From: Shachar Raindel
Date: Thu Aug 21 2014 - 07:28:26 EST


Hi,

I'm afraid this patch, in its current form, will not work.
See below for additional comments.

> -----Original Message-----
> From: linux-rdma-owner@xxxxxxxxxxxxxxx [mailto:linux-rdma-
> owner@xxxxxxxxxxxxxxx] On Behalf Of Shawn Bohrer
> Sent: Thursday, August 21, 2014 2:23 AM
> To: Roland Dreier
> Cc: Christoph Lameter; Sean Hefty; Hal Rosenstock; linux-
> rdma@xxxxxxxxxxxxxxx; linux-kernel@xxxxxxxxxxxxxxx;
> tomk@xxxxxxxxxxxxxxx; Shawn Bohrer
> Subject: Re: [PATCH] ib_umem_release should decrement mm->pinned_vm
> from ib_umem_get
>
> On Tue, Aug 12, 2014 at 11:27:35AM -0500, Shawn Bohrer wrote:
> > From: Shawn Bohrer <sbohrer@xxxxxxxxxxxxxxx>
> >
> > In debugging an application that receives -ENOMEM from ib_reg_mr() I
> > found that ib_umem_get() can fail because the pinned_vm count has
> > wrapped causing it to always be larger than the lock limit even with
> > RLIMIT_MEMLOCK set to RLIM_INFINITY.
> >
> > The wrapping of pinned_vm occurs because the process that calls
> > ib_reg_mr() will have its mm->pinned_vm count incremented. Later a
> > different process with a different mm_struct than the one that allocated
> > the ib_umem struct ends up releasing it which results in decrementing
> > the new processes mm->pinned_vm count past zero and wrapping.
> >
> > I'm not entirely sure what circumstances cause a different process to
> > release the ib_umem than the one that allocated it but the kernel stack
> > trace of the freeing process from my situation looks like the following:
> >
> > Call Trace:
> > [<ffffffff814d64b1>] dump_stack+0x19/0x1b
> > [<ffffffffa0b522a5>] ib_umem_release+0x1f5/0x200 [ib_core]
> > [<ffffffffa0b90681>] mlx4_ib_destroy_qp+0x241/0x440 [mlx4_ib]
> > [<ffffffffa0b4d93c>] ib_destroy_qp+0x12c/0x170 [ib_core]
> > [<ffffffffa0cc7129>] ib_uverbs_close+0x259/0x4e0 [ib_uverbs]
> > [<ffffffff81141cba>] __fput+0xba/0x240
> > [<ffffffff81141e4e>] ____fput+0xe/0x10
> > [<ffffffff81060894>] task_work_run+0xc4/0xe0
> > [<ffffffff810029e5>] do_notify_resume+0x95/0xa0
> > [<ffffffff814e3dd0>] int_signal+0x12/0x17
> >

Can you provide the details of this issue - kernel version, reproduction steps, etc.?
It seems like the kernel code flow which triggers this is delaying the FD release done at http://lxr.free-electrons.com/source/fs/file_table.c#L279 .
The code there seems to have changed (starting at kernel 3.6) to avoid releasing a file in interrupt context or from a kernel thread.
How are we ending up with releasing the uverbs device file from an interrupt context or a kernel thread?

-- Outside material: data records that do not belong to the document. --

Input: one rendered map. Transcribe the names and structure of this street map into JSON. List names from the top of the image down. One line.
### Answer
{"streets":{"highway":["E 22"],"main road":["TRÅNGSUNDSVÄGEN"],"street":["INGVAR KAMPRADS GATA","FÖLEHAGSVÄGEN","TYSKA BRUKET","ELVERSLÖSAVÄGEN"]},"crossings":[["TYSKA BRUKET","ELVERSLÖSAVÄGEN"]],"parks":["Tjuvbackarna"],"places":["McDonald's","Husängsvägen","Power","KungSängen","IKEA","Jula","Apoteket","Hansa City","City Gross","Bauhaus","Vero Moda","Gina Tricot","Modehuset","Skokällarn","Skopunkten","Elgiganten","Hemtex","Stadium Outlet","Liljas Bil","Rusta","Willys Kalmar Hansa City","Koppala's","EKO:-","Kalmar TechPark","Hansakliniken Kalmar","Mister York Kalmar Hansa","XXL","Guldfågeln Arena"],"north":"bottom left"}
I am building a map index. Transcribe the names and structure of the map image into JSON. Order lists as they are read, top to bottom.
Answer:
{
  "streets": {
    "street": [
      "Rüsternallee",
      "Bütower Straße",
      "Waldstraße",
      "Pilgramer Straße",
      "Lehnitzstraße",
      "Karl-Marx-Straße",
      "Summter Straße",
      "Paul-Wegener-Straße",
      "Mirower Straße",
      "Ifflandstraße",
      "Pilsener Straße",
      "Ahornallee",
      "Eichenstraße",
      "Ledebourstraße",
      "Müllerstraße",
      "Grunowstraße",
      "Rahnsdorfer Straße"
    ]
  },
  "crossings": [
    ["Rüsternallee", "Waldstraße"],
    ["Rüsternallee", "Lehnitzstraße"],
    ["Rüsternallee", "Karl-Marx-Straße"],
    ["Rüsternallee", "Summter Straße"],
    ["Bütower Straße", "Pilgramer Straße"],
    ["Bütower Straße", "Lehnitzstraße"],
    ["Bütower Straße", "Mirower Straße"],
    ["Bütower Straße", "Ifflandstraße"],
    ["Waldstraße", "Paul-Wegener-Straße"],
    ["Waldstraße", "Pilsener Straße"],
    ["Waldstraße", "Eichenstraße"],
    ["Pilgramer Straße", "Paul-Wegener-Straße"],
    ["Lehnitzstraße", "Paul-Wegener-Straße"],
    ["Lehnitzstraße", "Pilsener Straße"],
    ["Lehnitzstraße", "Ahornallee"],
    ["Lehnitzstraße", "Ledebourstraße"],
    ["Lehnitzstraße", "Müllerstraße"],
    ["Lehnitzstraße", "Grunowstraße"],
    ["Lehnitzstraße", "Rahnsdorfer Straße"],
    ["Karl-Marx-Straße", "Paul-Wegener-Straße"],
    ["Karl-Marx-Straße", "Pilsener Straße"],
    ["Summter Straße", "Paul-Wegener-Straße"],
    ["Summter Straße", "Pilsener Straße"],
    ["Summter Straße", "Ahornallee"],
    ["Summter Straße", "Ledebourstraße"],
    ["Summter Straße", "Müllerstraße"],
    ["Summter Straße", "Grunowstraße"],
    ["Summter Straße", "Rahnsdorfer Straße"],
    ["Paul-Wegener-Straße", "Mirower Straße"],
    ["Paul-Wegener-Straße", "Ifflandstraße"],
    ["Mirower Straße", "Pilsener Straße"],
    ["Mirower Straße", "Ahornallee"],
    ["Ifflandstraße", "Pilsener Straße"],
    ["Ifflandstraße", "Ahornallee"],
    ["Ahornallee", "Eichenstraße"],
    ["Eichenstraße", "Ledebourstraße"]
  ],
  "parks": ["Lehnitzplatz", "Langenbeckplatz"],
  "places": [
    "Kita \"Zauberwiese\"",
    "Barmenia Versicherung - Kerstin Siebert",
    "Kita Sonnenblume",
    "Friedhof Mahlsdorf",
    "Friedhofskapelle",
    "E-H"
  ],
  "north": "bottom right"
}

> > The following patch fixes the issue by storing the mm_struct of the

You are doing more than just storing the mm_struct - you are taking a reference to the process' mm.
This can lead to a massive resource leakage. The reason is bit complex:
The destruction flow for IB uverbs is based upon releasing the file handle for it. Once the file handle is released, all MRs, QPs, CQs, PDs, etc. that the process allocated are released.
For the kernel to release the file handle, the kernel reference count to it needs to reach zero.
Most IB implementations expose some hardware registers to the application by allowing it to mmap the uverbs device file.
This mmap takes a reference to uverbs device file handle that the application opened. This reference is dropped when the process mm is released during the process destruction.
Your code takes a reference to the mm that will only be released when the parent MR/QP is released.

Now, we have a deadlock - the mm is waiting for the MR to be destroyed, the MR is waiting for the file handle to be destroyed, and the file handle is waiting for the mm to be destroyed.

The proper solution is to keep a reference to the task_pid (using get_task_pid), and use this pid to get the task_struct and from it the mm_struct during the destruction flow.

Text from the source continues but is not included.